How do I analytically solve for k to satisfy:
$$||kA-I||<1$$?
Here, k is a real number scalar, A is a known matrix.

Homework Equations

The Attempt at a Solution

I am confused because if A was a number, I could break it into two cases where kA-I is positive and negative. But now A is a matrix so I can't do so. How should I look at the problem and what other equations are relevant?

Suppose the norm of A is 5, e.g. A = [5 0;0 5]. Then I know that the upper limit of k is 2/5, so that kA-I can be at most [1 0;0 1]. I also know that the lower limit of k has to be 0, because if k is ever negative, the norm would be greater than one, since the norm of I is already 1.
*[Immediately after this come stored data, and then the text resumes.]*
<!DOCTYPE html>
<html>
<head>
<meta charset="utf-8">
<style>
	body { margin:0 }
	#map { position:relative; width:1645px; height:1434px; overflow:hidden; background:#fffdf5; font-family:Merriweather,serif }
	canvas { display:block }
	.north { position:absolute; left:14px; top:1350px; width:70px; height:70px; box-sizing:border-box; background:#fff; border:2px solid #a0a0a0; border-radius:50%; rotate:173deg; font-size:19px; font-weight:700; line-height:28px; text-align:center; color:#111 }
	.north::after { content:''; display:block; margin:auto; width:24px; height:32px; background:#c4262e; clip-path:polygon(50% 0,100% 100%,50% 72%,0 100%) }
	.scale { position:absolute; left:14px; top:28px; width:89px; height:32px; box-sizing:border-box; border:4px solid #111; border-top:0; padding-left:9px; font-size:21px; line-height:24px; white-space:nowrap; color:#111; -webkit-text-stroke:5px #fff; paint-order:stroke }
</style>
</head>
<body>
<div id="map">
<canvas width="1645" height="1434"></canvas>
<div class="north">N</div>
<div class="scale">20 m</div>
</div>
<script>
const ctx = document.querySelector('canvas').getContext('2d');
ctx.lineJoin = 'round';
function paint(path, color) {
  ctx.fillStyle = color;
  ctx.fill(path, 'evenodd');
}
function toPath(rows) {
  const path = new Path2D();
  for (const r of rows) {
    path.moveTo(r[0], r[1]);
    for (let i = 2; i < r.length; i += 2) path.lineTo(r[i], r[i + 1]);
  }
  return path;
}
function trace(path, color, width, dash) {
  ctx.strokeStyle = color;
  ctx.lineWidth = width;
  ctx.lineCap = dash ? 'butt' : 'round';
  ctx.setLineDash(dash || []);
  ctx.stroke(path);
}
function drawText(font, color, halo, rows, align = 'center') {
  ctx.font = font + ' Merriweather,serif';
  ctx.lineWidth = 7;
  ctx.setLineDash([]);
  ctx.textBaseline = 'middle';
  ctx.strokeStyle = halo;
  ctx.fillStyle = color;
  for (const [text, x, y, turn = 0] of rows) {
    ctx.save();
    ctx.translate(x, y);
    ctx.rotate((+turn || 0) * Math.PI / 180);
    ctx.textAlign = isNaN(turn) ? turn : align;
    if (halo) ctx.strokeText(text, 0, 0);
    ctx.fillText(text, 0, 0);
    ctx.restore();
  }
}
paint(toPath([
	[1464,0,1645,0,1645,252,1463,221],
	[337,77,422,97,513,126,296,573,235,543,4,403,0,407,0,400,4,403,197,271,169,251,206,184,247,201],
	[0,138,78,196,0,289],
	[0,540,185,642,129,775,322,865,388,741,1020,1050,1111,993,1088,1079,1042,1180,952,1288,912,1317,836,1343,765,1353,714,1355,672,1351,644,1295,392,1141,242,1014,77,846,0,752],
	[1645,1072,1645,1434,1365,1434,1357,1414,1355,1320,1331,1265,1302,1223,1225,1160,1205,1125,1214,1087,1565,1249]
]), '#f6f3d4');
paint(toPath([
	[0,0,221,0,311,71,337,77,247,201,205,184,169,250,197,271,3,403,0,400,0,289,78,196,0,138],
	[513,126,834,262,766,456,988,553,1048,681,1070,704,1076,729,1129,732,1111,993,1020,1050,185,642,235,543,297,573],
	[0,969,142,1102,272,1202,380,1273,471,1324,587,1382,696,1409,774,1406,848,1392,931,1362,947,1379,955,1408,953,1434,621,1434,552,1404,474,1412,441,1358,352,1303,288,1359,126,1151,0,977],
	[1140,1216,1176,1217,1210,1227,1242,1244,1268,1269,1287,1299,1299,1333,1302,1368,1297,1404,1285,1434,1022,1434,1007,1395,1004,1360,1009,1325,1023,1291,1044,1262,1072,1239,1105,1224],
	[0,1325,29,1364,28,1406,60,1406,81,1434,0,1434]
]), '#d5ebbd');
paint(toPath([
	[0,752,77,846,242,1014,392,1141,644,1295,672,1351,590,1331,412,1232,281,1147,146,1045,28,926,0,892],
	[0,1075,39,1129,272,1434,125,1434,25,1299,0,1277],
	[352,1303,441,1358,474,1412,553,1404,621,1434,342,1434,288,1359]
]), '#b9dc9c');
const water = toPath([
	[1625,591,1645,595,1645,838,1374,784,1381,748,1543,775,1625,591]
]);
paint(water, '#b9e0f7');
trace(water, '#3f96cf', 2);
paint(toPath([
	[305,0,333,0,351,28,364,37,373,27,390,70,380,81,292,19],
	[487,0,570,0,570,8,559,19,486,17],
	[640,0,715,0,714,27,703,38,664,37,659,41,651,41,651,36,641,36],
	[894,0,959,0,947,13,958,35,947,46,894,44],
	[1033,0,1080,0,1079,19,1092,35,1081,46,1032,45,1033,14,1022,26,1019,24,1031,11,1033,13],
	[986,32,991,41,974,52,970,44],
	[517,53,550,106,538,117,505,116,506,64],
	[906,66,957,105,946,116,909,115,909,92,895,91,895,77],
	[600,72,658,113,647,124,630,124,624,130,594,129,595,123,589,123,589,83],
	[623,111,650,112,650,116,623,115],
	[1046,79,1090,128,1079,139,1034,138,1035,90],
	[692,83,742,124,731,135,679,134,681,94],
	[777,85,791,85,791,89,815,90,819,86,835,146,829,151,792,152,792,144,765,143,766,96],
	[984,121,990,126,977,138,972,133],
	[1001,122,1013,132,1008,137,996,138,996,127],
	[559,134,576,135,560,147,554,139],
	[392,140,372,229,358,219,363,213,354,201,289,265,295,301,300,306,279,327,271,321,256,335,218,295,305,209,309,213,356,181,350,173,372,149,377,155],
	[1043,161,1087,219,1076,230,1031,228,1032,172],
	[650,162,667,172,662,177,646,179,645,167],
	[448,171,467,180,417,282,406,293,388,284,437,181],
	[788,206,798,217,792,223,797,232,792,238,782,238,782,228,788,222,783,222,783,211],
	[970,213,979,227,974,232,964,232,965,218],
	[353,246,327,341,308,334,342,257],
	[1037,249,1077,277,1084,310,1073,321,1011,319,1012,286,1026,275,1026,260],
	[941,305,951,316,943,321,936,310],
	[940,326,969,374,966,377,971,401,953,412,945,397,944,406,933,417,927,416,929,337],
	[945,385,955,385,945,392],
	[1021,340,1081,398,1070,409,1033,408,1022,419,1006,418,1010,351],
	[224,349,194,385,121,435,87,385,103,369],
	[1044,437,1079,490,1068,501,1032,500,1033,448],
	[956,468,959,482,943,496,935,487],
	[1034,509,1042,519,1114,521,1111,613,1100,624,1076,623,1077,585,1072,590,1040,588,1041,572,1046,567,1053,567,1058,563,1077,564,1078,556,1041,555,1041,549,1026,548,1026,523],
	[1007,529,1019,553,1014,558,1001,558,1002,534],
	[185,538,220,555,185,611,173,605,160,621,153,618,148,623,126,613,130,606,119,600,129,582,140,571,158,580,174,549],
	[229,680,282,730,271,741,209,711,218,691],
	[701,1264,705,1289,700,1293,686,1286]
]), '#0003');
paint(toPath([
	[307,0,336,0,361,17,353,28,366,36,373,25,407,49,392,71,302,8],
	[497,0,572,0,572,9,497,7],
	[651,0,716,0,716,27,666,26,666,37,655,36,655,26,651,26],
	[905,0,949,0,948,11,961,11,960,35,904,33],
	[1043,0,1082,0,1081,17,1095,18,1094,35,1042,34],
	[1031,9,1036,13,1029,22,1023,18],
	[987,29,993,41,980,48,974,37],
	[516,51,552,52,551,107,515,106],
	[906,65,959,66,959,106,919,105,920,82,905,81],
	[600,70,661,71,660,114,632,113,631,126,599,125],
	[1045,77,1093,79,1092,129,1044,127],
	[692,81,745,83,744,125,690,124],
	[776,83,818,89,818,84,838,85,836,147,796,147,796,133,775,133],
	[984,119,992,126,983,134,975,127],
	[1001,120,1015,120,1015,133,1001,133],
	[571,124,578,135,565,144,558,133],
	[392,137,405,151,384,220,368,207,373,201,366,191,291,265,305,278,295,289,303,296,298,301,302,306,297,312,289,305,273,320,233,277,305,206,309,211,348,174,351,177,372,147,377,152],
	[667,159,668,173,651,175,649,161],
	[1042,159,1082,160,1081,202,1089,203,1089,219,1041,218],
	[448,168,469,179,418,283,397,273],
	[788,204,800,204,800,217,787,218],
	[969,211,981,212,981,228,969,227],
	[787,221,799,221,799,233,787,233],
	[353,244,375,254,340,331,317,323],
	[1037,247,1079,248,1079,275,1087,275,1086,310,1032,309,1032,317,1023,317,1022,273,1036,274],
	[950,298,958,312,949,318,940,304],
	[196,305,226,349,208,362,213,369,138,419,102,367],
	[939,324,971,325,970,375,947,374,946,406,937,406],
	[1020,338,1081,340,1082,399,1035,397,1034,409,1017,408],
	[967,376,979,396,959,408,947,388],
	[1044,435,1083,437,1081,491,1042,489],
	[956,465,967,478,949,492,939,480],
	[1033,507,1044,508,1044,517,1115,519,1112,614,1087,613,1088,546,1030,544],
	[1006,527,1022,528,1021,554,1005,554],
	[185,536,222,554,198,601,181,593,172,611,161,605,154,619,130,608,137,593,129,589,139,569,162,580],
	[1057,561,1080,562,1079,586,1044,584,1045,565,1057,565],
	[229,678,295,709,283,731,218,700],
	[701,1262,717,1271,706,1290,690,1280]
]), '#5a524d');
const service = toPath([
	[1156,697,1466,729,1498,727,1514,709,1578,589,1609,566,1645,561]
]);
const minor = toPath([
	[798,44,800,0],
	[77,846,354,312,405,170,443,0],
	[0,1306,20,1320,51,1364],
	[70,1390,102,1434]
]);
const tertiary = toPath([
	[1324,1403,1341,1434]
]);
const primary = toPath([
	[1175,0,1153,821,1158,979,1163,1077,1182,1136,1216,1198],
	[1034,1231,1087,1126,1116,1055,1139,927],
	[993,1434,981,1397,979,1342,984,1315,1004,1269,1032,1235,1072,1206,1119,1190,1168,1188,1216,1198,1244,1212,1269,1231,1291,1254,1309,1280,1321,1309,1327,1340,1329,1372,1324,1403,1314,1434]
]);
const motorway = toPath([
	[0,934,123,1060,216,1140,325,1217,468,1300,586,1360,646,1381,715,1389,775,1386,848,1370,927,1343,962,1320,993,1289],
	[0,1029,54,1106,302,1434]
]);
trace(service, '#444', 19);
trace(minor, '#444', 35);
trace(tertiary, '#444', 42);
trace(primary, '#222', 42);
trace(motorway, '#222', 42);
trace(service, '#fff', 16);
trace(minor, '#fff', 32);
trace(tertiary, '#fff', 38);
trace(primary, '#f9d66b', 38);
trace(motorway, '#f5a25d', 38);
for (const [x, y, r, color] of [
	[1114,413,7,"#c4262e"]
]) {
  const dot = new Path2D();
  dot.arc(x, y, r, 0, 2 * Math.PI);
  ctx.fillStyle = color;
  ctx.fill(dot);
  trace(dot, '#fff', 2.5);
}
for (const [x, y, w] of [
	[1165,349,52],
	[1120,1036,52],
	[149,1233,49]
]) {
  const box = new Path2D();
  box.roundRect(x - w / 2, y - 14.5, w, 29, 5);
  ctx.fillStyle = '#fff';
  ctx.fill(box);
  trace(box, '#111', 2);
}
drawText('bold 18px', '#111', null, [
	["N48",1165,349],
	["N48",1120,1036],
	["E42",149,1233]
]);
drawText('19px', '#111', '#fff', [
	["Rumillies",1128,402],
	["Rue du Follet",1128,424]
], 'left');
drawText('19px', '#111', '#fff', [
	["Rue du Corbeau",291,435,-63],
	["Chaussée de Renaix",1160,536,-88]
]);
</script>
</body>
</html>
But how do I solve for this kind of result given an arbitrary matrix A?

- Thanks

 

[HallsofIvy]

There are several different definitions of "norm" of a matrix. Which are you using here?

 

[saltine]

The largest gain in magnitude to a vector:

For y = Ax, the norm of A is the largest 'a' satisfying |y| = a|x| from all possible choices of x, where |.| is the 2-norm of the vector. Does this definition make sense?

 

[Dick]

The vector norm of Ax squared is Ax.Ax (dot product). So you can find the operator norm of A by finding the square root of the largest eigenvalue of A*A^(T).

 

[saltine]

So in my original equation where I am trying to find the unknown k such that $$||kB-I||<1$$, my $$A$$ is $$kB-I$$. To find the eigenvalues of $$AA^T$$, I do $$0 = \lambda I - AA^T = \lambda I - (kB-I)(kB-I)^T$$

Is there a way to pull out k so that I could solve for k in terms of the old eigenvalues or the old norm?

- Thanks

 

[Dick]

I don't think you can really 'pull out the k' in any useful way. I think you just have to put the matrix B in and crank it out. It could get pretty complicated unless the matrix is small.